Você deve estar se perguntando o que o Brasil fez em relação a isso, não é? Nosso país é o sexto maior emissor (3,2% do total), sendo que o desmatamento responde por 44% do CO₂ que despejamos na atmosfera. Em 2020, 11.088 km² de floresta foram abaixo. Isso dá quase três vezes mais que a meta de 3.925 km², estabelecida para este ano pela Política Nacional de Mudança do Clima, em 2009. A conta é simples. Numa prova em que precisávamos ter nota 10, tiramos menos que 5. E o pior é que, ao que tudo indica, nosso governo é aquele tipo de aluno que faz de tudo para tentar esconder a nota dos pais (no caso, somos todos nós, brasileiros).

No último dia 8, o Ministério do Meio Ambiente apresentou as novas metas climáticas do país no âmbito do Acordo de Paris. “Novas” é forma de dizer. O texto manteve o compromisso brasileiro de reduzir em 43% as emissões de carbono até 2030, em comparação aos números de 2015. Por si só, o fato já representaria um descompasso. É como se o mundo todo estivesse dobrando sua contribuição em uma vaquinha e o Brasil continuasse pagando o mesmo. Não tem jeito: sempre pega mal. Mas uma pegadinha mostra que o vexame foi ainda maior.

Quando o acordo foi firmado, em 2015, a estimativa de emissões de poluentes pelo país era de 2,1 bilhões de toneladas. Posteriormente, estudos mais apurados indicaram que a sujeira liberada tinha sido maior, na casa de cerca de 3 bilhões de toneladas. Adivinha em que indicadores se baseiam as novas metas de redução do governo? No maior, é claro. Foi o jeito que o Brasil arranjou de poder poluir mais dizendo que ia poluir o mesmo. Ficou parecendo uma daquelas promoções em que os produtos saem pela metade do dobro do preço. Isso para não falar em outras jogadas, como pedir US$ 10 bilhões por ano a outros países na forma de incentivo para cumprir o combinado e a promessa de descarbonizar a economia só em 2060 – ou seja, dez anos depois da China. Tem cabimento?

Se uma coisa este ano de 2020 nos provou é que, juntos somos capazes de driblar até as situações mais complicadas. Está aí a vacina contra Covid-19, que teve o desenvolvimento mais rápido da história graças a um esforço de cientistas do mundo todo e não nos deixa mentir. A máxima vale inclusive em relação à possibilidade de harmonizar preservação da natureza e crescimento econômico – algo que, na verdade, nem é tão difícil assim. Em 2019, as emissões na União Europeia diminuíram em 3,7% – o nível mais baixo dos últimos 30 anos – enquanto o PIB cresceu 1,5%.
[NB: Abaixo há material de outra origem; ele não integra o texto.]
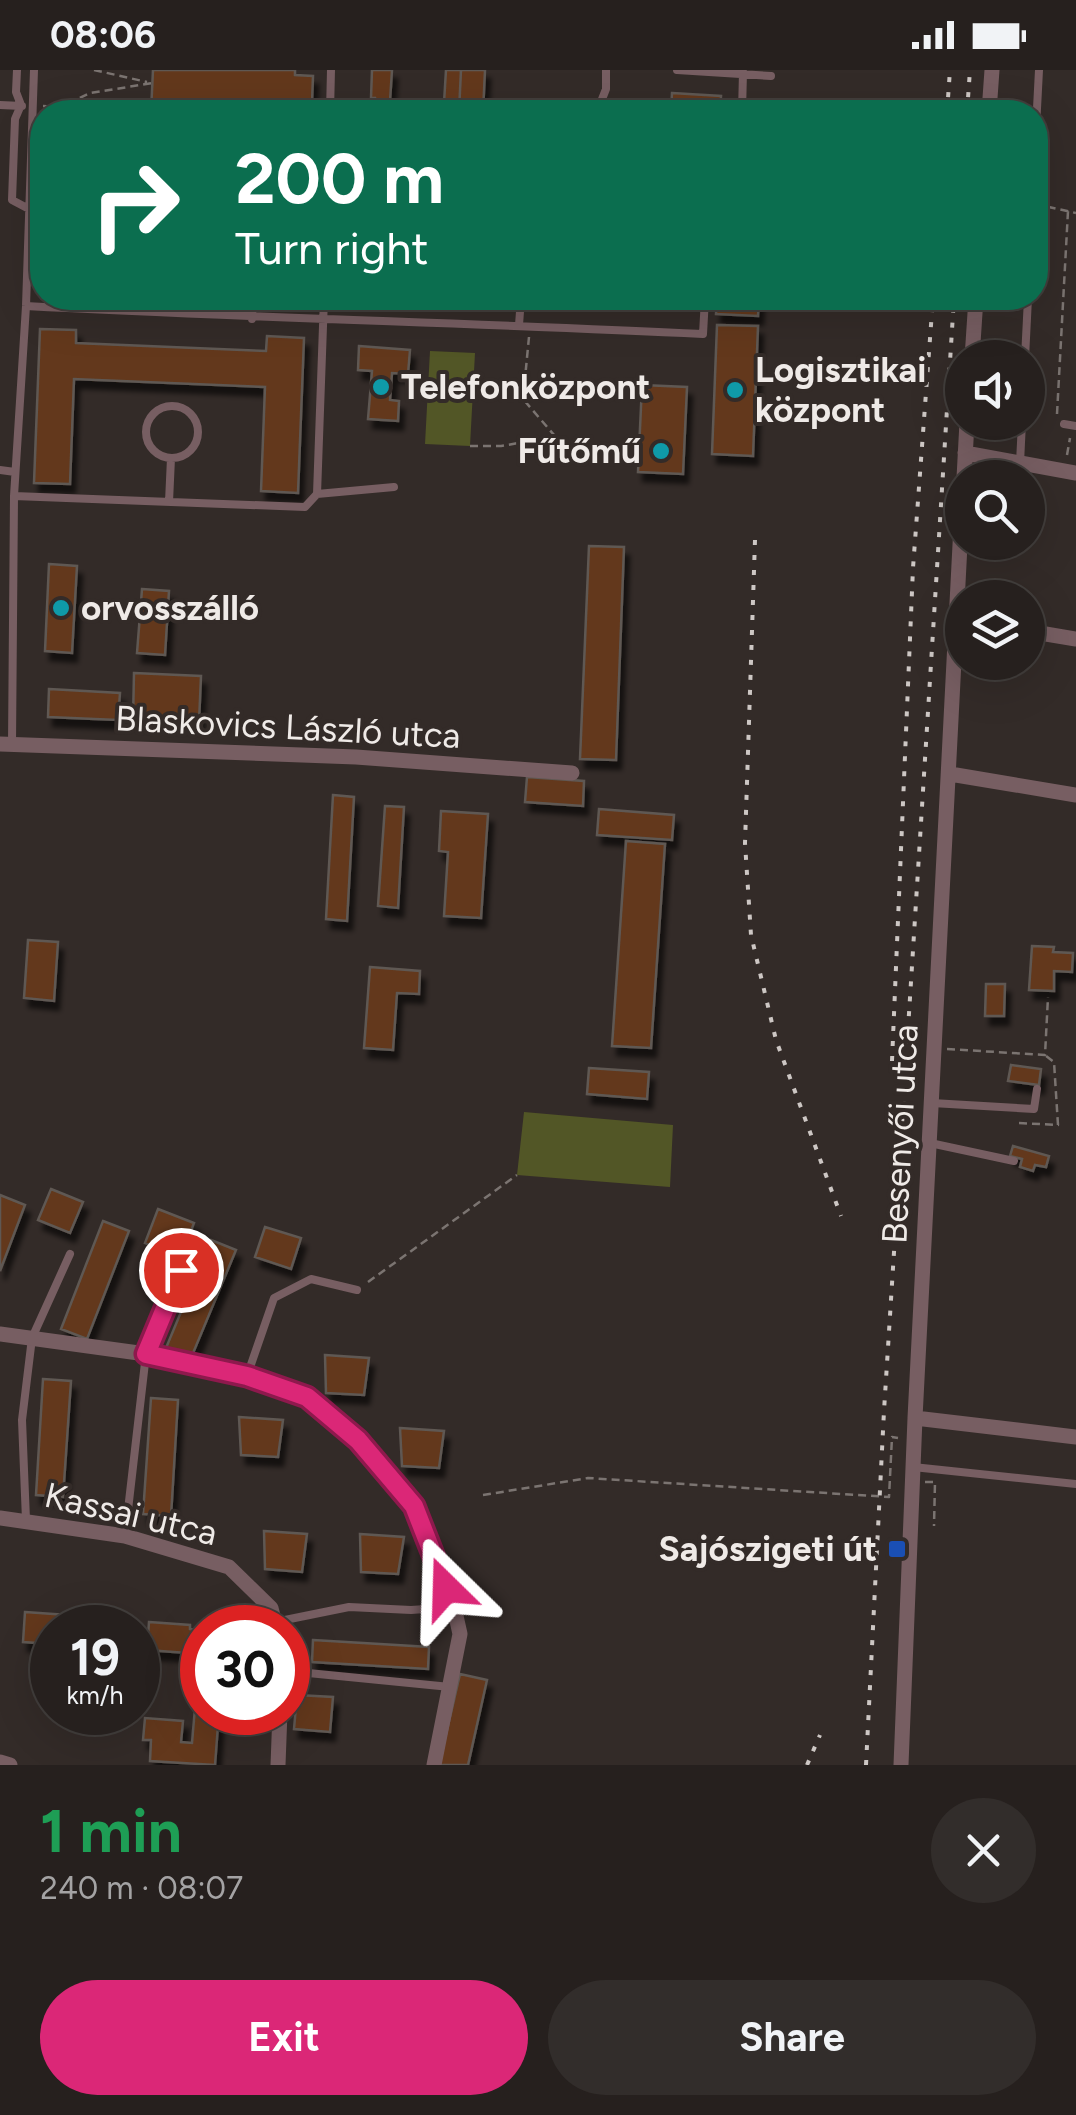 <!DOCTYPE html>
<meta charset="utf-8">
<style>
:root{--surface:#26201e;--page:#322d2b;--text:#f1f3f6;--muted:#a4a3a4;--line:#423e3c;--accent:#db2777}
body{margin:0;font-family:Figtree,sans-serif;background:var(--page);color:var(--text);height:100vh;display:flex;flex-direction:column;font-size:38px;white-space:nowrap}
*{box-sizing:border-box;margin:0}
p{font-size:32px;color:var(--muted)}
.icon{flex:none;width:55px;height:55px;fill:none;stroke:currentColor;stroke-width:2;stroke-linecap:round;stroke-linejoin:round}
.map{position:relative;height:1695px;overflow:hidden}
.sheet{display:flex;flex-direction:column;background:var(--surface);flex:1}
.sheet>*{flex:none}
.banner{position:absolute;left:30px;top:30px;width:1018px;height:210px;border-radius:40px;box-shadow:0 10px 40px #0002,0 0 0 2px var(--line);background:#0b6e4f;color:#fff;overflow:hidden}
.controls{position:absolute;left:945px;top:270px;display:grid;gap:20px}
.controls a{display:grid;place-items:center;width:100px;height:100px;border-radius:50%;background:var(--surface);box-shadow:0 10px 40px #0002,0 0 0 2px var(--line);font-size:50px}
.speed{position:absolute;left:30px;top:1535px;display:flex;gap:20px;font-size:50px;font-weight:700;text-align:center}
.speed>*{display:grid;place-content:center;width:130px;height:130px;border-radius:50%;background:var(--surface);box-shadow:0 10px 40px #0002,0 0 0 2px var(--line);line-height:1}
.speed small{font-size:25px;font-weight:400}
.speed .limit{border:15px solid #d22;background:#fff;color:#111}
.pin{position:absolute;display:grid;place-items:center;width:85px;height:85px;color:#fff;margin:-42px;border:5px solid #fff;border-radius:50%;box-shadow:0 2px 10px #0007}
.me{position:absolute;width:110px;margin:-55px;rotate:338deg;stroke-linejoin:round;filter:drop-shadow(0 0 8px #0008)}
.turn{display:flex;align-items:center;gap:35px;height:210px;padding:0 40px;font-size:45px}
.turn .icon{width:130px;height:130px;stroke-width:2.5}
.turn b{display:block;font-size:70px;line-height:85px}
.round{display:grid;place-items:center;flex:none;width:105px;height:105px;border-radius:52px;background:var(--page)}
.head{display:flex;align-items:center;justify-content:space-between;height:170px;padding:0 40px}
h1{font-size:60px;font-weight:700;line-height:75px;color:#1e9e55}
.button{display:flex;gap:20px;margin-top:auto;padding:20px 40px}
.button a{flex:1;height:115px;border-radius:60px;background:var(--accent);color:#fff;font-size:40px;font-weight:700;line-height:115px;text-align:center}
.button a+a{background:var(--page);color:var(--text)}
.status{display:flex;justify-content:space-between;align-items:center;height:70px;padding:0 50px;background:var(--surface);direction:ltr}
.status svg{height:28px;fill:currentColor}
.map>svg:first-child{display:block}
.green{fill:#525626}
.building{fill:#63381c;stroke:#5f5853;stroke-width:2.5;filter:url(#shadow)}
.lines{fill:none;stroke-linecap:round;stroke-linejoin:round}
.path{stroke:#7b7471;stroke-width:2.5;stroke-dasharray:8 5;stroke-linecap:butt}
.lane{stroke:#775e62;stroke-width:8}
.street{stroke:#775e62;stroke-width:15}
.rail{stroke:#cdc7c4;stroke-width:4;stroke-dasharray:5 10;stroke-linecap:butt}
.route-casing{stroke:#8e194d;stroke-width:25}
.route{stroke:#db2777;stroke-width:18}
.culture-dot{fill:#0f9aa8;stroke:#332b28;stroke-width:4}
.transit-dot{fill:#1a4fb4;stroke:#332b28;stroke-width:4}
.labels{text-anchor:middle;stroke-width:8;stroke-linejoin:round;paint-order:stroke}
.poi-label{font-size:35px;font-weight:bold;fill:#efeae7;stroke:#332b28;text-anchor:start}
.street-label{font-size:35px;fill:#efeae7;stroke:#332b28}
</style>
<div class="status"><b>08:06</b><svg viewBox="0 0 49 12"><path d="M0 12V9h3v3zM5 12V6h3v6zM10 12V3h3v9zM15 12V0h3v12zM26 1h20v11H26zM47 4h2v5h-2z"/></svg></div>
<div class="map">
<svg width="1076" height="1695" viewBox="0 0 1076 1695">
<defs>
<filter id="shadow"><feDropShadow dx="5" dy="9" stdDeviation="2.5" flood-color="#0009"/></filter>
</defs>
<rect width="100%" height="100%" fill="#332b28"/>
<path class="green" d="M430,281L475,283L470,376L425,374Z
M524,1042L673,1055L670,1117L517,1105Z"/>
<path class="building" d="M153,0H295V5L313,6L312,32L293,31V42H151Z
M372,0H392L390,31L444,33L446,0H461L459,42H375V28H371Z
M461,0H485L483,42H459Z
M672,23L721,26L720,42H671Z
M717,228H759L758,246L716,244Z
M717,255L758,256L753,386L712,384Z
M40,259L76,260V273L266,281L267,266L304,268L298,423L261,421L265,317L74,309L70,414L34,413Z
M359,276L410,280L408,304L392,303L390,330L399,331L398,351L368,349L372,301L358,300Z
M642,315L687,317L683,404L638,402Z
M589,476L624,477L616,690L580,689Z
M49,494L77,496L72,583L45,581Z
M142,519L169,521L165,585L137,583Z
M134,603L201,606L199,652L133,650Z
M49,619L120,623L118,650L48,647Z
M527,707L584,711L583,736L525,732Z
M333,725L354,727L347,851L326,849Z
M385,736L404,737L398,838L378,836Z
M599,739L674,745L672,770L597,765Z
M441,741L488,744L481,848L444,846L448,782L439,781Z
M626,771L665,774L651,978L612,976Z
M28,870L58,872L54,931L24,928Z
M1032,876L1054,877L1053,882L1073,883L1072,902L1054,901V921L1029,920Z
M370,897L420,901L419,924L397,923L393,980L364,978Z
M986,914H1005L1004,946H985Z
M1011,995L1041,999L1039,1015L1008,1011Z
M589,998L649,1002L647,1029L587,1024Z
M1013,1076L1049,1086L1046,1097L1035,1095L1033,1101L1020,1097L1022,1089L1010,1086Z
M51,1119L83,1132L70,1163L38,1150Z
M0,1125L25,1135L0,1201Z
M158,1139L194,1153L181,1187L145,1173Z
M103,1151L129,1161L87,1269L61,1259Z
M265,1157L301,1168L291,1199L255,1187Z
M211,1170L236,1180L191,1288L166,1278Z
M325,1285L369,1288L364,1325L326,1323Z
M43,1309L71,1311L63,1427L36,1425Z
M151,1328L178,1330L171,1446L143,1444Z
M239,1347L283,1350L278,1387L241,1385Z
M400,1358L444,1361L439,1398L402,1396Z
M264,1461L307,1464L302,1502L265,1499Z
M360,1464L404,1467L398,1504L361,1502Z
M25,1542L81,1546L80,1558H52V1574L23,1572Z
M149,1552L190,1555V1559L202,1560V1642H219L215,1695L150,1691L151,1670H143L145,1648L183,1651L181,1672L192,1673L200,1579L188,1578L187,1583L147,1580Z
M313,1570L429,1577L428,1599L312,1592Z
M460,1604L487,1610L468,1695H439Z
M297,1625L333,1627L330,1662L294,1659Z"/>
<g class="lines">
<path class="path" d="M94,0L147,12
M43,36L61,37L90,23L153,13
M1035,134L1076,143
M529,267L523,329L567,380
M1057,344L1068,141
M470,376H501L554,367
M1067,385L1070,368
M947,979L1045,985L1048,927
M1019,1053L1058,1055L1054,992L1046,986
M368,1212L517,1105
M925,1412H935L934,1456
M483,1425L588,1408L889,1427L892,1367L898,1368"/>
<path class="lane" d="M17,0L16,22L21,35L15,49L12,130L29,139
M677,0L771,6
M0,35L22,36
M330,42L331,0
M597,42L606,19V0
M742,42L743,2
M1035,77L1039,0
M26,236C252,248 478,253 703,264L705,228
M252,249L253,228
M519,255L521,228
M1025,288L1028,228
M146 362a26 26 0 1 1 52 0a26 26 0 1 1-52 0Z
M1064,354L1076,356
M1020,393L1022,352
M0,400L15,402
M317,424L394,417
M14,426L305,437L317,424L324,228
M169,432L171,388
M12,674L14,426L26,236L34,0
M932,1033L1034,1039L1037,1019
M930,1073L1014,1091
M247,1306L274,1228L311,1209L357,1220
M913,1397L1076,1414
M26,1450L22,1350L32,1268L70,1184
M125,1466L146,1284L181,1201
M275,1552L349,1537L411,1540L454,1537
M288,1601L450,1617"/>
<path class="street" d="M989,42L992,0
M972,288L976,228
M965,383L1076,403
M964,408L967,352
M1028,561L1076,569
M0,674L356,687L572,703
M950,704L1076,725
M0,1264L146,1284L247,1306L307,1327L358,1370L414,1436L454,1537L460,1564L434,1695
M915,1348L1076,1367
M0,1448L125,1466L229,1497L271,1538L276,1558
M0,1692L10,1695
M278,1695L280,1642
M901,1695L915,1348L962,436"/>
<path class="rail" d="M947,42L950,0
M967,42L970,0
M755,470L745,773L751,865L776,970L841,1146
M892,991L913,498L933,228
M807,1695L820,1665
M866,1695L884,1341L954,228"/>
</g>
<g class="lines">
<defs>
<path id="route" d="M181,1200L146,1284L247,1306L307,1327L358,1370L414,1436L446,1518"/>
</defs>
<use href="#route" class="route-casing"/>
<use href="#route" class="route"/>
</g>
<g class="culture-dot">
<circle cx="381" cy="317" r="10"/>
<circle cx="735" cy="320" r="10"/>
<circle cx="661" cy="381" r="10"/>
<circle cx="61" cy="538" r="10"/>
</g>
<rect class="transit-dot" x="887" y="1469" width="20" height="20" rx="5"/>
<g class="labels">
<g class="poi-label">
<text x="755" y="312">Logisztikai<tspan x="755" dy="40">központ</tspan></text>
<text x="401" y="329">Telefonközpont</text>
<text x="641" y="393" text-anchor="end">Fűtőmű</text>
<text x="81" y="550">orvosszálló</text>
<text x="877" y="1491" text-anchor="end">Sajószigeti út</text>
</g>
<g class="street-label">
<text transform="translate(288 657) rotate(3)" y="12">Blaskovics László utca</text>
<text transform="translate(900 1064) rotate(-87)" y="12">Besenyői utca</text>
<text transform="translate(131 1444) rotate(13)" y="12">Kassai utca</text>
</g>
</g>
</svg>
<div class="controls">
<a><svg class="icon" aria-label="sound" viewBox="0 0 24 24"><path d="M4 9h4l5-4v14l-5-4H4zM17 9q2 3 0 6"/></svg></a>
<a><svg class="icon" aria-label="search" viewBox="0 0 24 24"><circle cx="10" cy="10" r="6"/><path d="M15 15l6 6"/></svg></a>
<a><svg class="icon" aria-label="layers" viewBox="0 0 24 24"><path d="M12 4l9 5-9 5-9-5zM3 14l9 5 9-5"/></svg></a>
</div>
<div class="speed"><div>19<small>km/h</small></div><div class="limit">30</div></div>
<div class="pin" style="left:181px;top:1200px;background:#d93025"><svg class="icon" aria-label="arrive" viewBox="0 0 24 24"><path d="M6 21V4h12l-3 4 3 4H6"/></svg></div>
<svg class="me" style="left:446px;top:1518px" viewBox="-20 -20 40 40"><path d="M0-17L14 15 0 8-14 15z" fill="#db2777" stroke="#fff" stroke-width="4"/></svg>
<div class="banner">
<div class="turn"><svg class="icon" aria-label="right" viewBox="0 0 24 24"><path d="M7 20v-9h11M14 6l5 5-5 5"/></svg><div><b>200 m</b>Turn right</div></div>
</div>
</div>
<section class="sheet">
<div class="head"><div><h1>1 min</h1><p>240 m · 08:07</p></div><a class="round"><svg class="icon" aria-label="close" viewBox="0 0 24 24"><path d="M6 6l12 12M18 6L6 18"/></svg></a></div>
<div class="button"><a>Exit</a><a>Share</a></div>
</section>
Há milênios, os indígenas já perceberam que cuidar do meio ambiente é um belíssimo investimento. Falta agora que o restante de nós se dê conta disso. Quando o desmatamento na Amazônia despencou em 82%, entre 2004 e 2014, a pobreza extrema caiu 63% no país. Coincidência? Parece que não. Só não vê quem vive em outro mundo.